Good morning, Hank, it's Friday. I got up around 5:30 -

(John: All right, let's go.)

- put this stuff in this bag, and printed out my itinerary. Willy always knows when I'm leaving. Marina drove me to the airport -

(John: Say hi, Marina.

Marina: Hi, Marina.)

- which was mostly empty, and I took off for Atlanta. I read a good book on the way, landed in Atlanta where I had a couple hours to kill. I always look for interesting places in airports, like this tiny, interfaith chapel, where someone had inked in the direction of Mecca, and Martin Luther King's Nobel Peace Prize, and this portrait of Chewbacca's silhouette straddling the galaxy, and this lady, whose knee is apparently delicious.

And then I got on a plane to Munich and kept glancing into the aisle nervously, hoping that no one would sit next to me, and no one did, so I took a sleeping pill, but it didn't work, and three hours later I found myself delirious in the airplane bathroom with a camcorder.

(John: I am like a tranquilized elephant. I will not go down. I'm not going down.)

The flight lasted nine hours, and I never fell asleep, but I did get to see the sun rise from thirty-six thousand feet above the ground, and it occurred to me that until a century ago, no one in all of human history had ever seen that.
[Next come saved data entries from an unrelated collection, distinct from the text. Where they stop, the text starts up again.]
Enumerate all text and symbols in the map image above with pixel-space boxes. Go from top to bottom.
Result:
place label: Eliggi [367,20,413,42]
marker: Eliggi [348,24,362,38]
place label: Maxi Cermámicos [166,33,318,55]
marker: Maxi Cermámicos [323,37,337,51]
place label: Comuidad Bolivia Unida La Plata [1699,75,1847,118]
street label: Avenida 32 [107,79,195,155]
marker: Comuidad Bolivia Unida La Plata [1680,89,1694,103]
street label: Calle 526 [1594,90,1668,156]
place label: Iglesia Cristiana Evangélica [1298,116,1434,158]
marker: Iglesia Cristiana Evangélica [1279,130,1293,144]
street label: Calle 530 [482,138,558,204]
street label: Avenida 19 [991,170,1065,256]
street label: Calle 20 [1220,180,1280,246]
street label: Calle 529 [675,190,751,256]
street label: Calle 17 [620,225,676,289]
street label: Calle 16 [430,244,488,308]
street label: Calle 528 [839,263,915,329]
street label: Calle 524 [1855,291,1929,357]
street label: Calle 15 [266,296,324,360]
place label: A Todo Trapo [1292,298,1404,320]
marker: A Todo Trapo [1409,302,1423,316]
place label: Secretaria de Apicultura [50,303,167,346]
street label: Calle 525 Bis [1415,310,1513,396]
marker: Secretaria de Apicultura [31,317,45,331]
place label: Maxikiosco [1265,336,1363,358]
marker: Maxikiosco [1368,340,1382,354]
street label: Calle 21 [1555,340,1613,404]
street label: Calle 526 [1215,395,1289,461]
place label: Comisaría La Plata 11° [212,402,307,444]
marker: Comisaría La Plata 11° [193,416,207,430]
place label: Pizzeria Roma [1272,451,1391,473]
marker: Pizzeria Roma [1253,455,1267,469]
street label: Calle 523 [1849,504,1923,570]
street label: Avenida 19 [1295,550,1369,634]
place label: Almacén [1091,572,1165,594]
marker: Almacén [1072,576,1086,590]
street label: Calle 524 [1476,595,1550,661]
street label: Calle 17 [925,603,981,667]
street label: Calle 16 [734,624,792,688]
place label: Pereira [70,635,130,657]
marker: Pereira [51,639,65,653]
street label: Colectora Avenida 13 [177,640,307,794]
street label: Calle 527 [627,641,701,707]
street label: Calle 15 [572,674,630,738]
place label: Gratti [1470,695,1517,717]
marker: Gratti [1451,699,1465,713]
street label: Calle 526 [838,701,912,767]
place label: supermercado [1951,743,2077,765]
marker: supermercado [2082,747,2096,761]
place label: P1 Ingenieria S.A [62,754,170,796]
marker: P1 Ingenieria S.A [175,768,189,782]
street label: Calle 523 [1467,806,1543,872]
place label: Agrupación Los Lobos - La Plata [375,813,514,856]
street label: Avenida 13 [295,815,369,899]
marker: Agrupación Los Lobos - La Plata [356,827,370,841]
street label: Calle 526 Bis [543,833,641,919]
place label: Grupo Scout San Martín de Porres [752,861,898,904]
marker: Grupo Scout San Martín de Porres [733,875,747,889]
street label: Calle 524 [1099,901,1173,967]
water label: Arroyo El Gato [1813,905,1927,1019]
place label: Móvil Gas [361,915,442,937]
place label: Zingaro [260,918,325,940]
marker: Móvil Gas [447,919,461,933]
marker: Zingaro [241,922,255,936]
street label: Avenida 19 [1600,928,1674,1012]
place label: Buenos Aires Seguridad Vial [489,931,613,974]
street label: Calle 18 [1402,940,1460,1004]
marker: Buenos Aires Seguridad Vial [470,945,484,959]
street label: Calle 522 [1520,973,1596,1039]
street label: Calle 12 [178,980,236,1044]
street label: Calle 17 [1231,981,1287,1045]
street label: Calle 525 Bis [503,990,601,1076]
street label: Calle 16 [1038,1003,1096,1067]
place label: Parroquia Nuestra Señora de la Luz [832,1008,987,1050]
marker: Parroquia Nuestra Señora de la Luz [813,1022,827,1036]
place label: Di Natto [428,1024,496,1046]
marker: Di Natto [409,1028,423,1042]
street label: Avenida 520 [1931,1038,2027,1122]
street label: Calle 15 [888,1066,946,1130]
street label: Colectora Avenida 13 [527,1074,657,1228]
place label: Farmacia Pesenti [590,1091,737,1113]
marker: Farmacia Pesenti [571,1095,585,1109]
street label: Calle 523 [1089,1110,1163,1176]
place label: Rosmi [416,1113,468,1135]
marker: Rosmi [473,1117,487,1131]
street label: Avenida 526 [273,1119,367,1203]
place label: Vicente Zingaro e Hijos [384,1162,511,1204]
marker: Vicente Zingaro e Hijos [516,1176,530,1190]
Then we landed in foggy Munich, and I had a pretzel. I was by this time somewhat worse for the wear.

(John: My mouth tastes like dead rat.)

But then I was flying to Amsterdam, the city I love most in the world. I love its adorable kissing doors, and I love its parachuting Christmas donkeys, its bicyclic abundance, its humorously small trash cans, its gorgeous canals, its apparently modest prairie dogs, its 'vlaams frites,' its uncommonly well-balanced citizenry, and its beautiful old canal houses.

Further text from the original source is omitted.